Pour arriver à ce résultat, Quentin va devoir déléguer, chose qu’il estime avoir du mal à faire, notamment sur la partie mécanique. « Pour en avoir fait, quand je vois tout ce qu’on peut faire comme conneries avec les tracteurs… La ferme reste une jeune ferme. Je commence à maîtriser mes tracteurs, mes outils. Je suis efficace, je vais vite. Si je délègue, ça va prendre 2 fois le temps, il va y avoir des erreurs de faites. Pendant un an, ça ne va pas être rentable », remarque Quentin, qui va essayer de déléguer progressivement. « En développant la ferme, il y a de nouvelles tâches qui vont arriver. Je prévois de les déléguer dès le début pour ne pas me les accaparer. Quand tu apprends ensemble à faire les choses, le salarié sait aussi bien faire que toi ».

Quelques données

Surface : 8 hectares dont 3 mis en cultured

Emploi : 3,5 UTH

Vente : circuit court (magasins, paniers)

30 espèces cultivées

Il est dans un entre deux où il ne délègue pas tout mais laisse ses salariés prendre des décisions. « Je suis plus exigent sur la qualité du travail que sur le rendement », glisse Quentin. Il préfère même embaucher un peu plus sur 2 ou 3 semaines que de mettre la pression sur ses équipes. « On a une super ambiance de travail et c‘est très important pour moi de la conserver ». En revanche, il sensibilise ses salariés à la nécessaire rentabilité de leur travail. Là est son exigence. « Par exemple, le haricot vert, c’est une culture extrêmement exigeante en main d’œuvre. On vise 8 kg/heure en récolte. On a un choix variétal et une organisation qui fait qu’on est plutôt à 10, mais ça arrive que sur certaines séries on descende à moins de 5 kg/heure, ça ne vaut pas le coût. Trois personnes par heure, ça me coûte environ 50 €. Je fais vite mon calcul. Est-ce que j’ai 50 € de came, sachant qu’on a aussi passé du temps de travail avec des charges sur la culture en amont. Je préfère parfois qu’on se mette à jour sur des cultures où il y a plus d’enjeux financiers. Ça ne m’arrive pas souvent de sacrifier une culture mais je peux. Les gars ont du mal avec ça. Pour moi, l’idée c’est de pouvoir travailler à terme sur mes coûts de revient », relate Quentin. « Mon conseiller Charles Souillot m’aide a avoir ce genre de raisonnement économique qui sont primordiaux dès lors qu’on embauche du monde ».

Confiance = implication

Quentin marche à la confiance, estime qu’il ne doit pas être sur le dos de ses salariés. « Plus on leur fait confiance, plus ils s’impliquent », constate-t-il. Lui fixe les priorités et liste les tâches à faire, eux s’organisent pour se répartir le travail. Ça peut se faire par affinité ou par envie. En cas de nécessité, Quentin attribue certains travaux. En bout de chaîne, il voit bien ce qui sort des champs et arrive au conditionnement. « Par exemple, il arrive aussi qu’un de mes gars me remonte qu’un saisonnier a ramassé des patates et des tomates avec les mêmes gants alors qu’il y avait du mildiou sur les patates. Là, j’interviens, j’explique tranquillement. Je n’ai pas envie de faire le flic ».

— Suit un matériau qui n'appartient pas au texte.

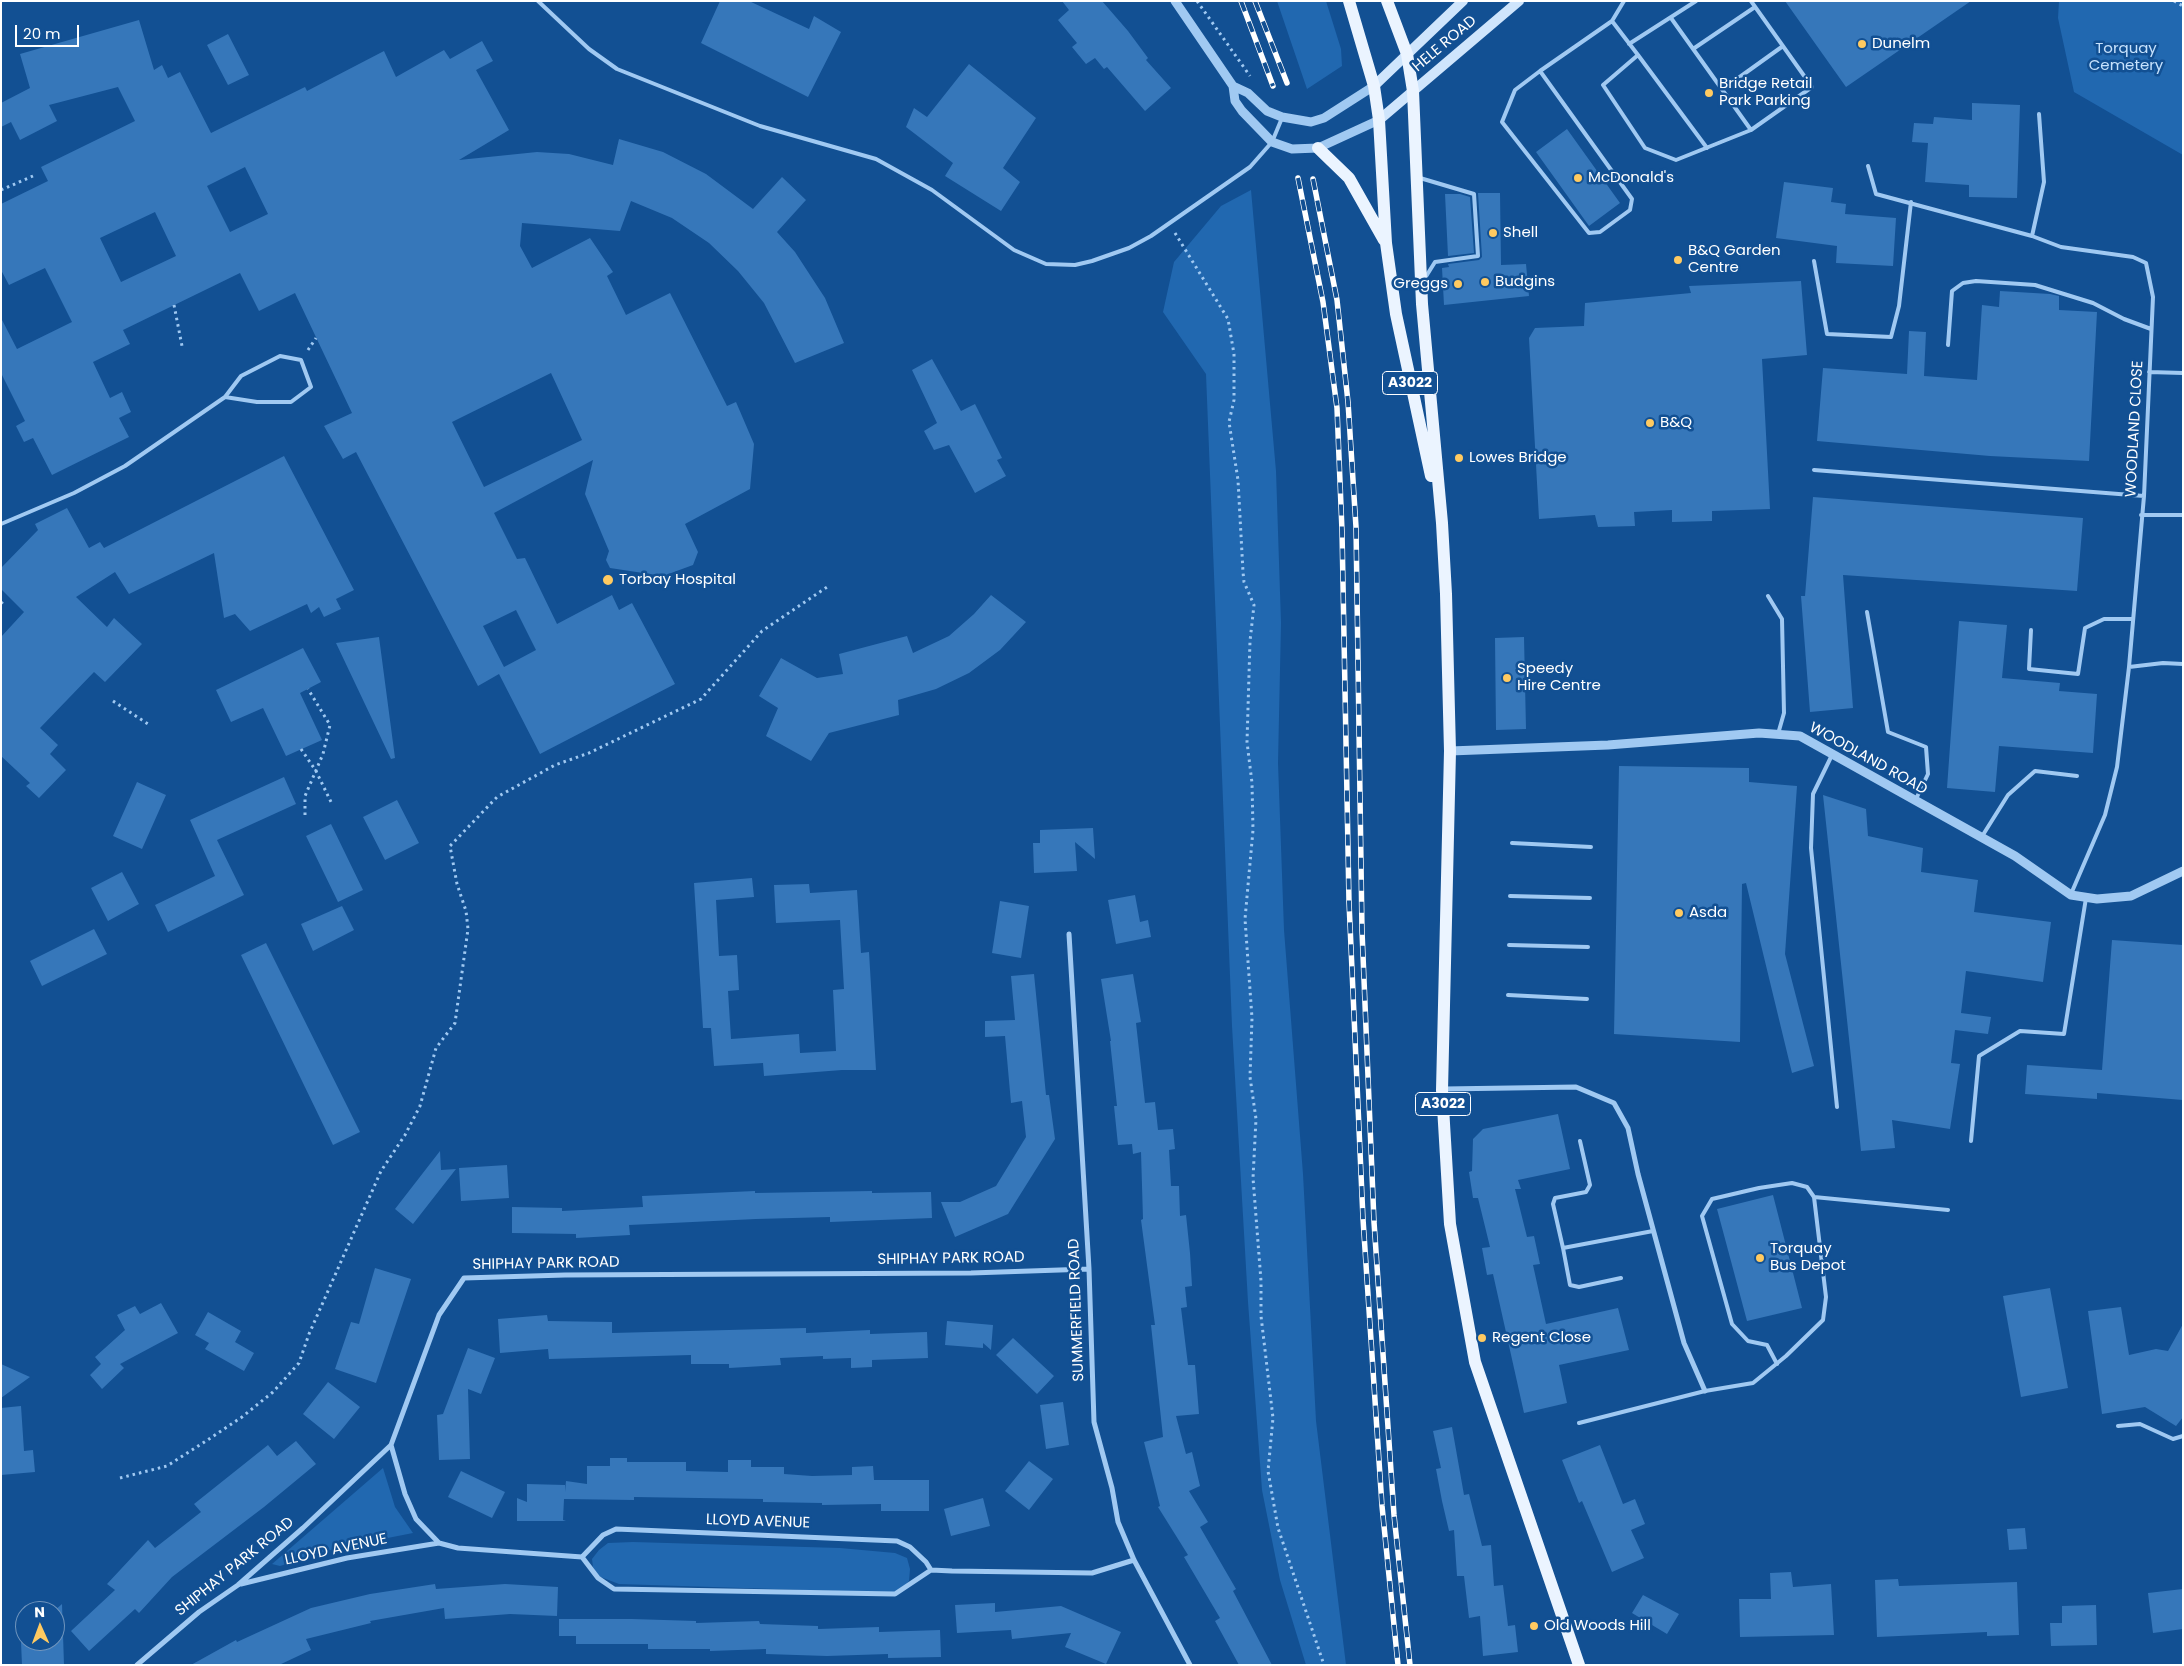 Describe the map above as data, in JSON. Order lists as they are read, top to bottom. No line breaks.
{"streets":{"main road":["HELE ROAD","A3022"],"street":["WOODLAND ROAD","SHIPHAY PARK ROAD","SUMMERFIELD ROAD","LLOYD AVENUE"],"lane":["WOODLAND CLOSE"]},"crossings":[["HELE ROAD","A3022"],["A3022","WOODLAND ROAD"],["WOODLAND CLOSE","WOODLAND ROAD"],["SHIPHAY PARK ROAD","SUMMERFIELD ROAD"],["SHIPHAY PARK ROAD","LLOYD AVENUE"]],"parks":["Torquay Cemetery"],"places":["Dunelm","Bridge Retail Park Parking","McDonald's","Shell","B&Q Garden Centre","Budgins","Greggs","B&Q","Lowes Bridge","Torbay Hospital","Speedy Hire Centre","Asda","Torquay Bus Depot","Regent Close","Old Woods Hill"],"scale_bar":"20 m","north":"top"} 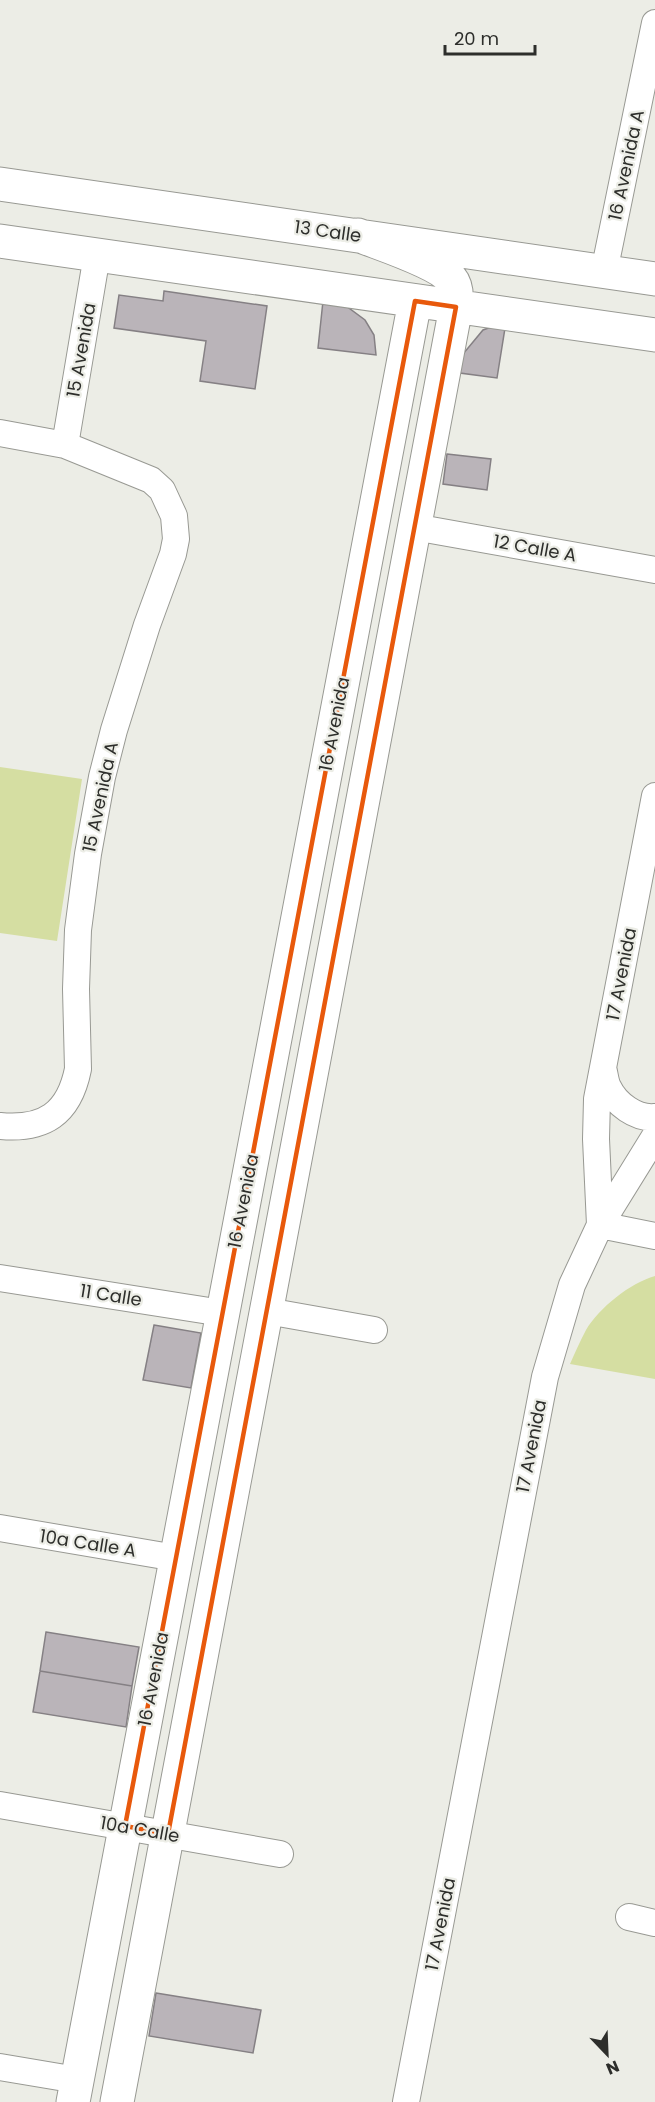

Tout est imbriqué. Le salariat, l’augmentation de la production, l’ajustement de l’outil de travail. Quentin a dans l’idée de mieux lisser la production sur l’année et de pouvoir pérenniser la main d’œuvre saisonnière. Et il ne se projette pas à plus de 2-3 ans, car il sait que d’ici là sa vision des choses aura sûrement changé. Et lui aussi.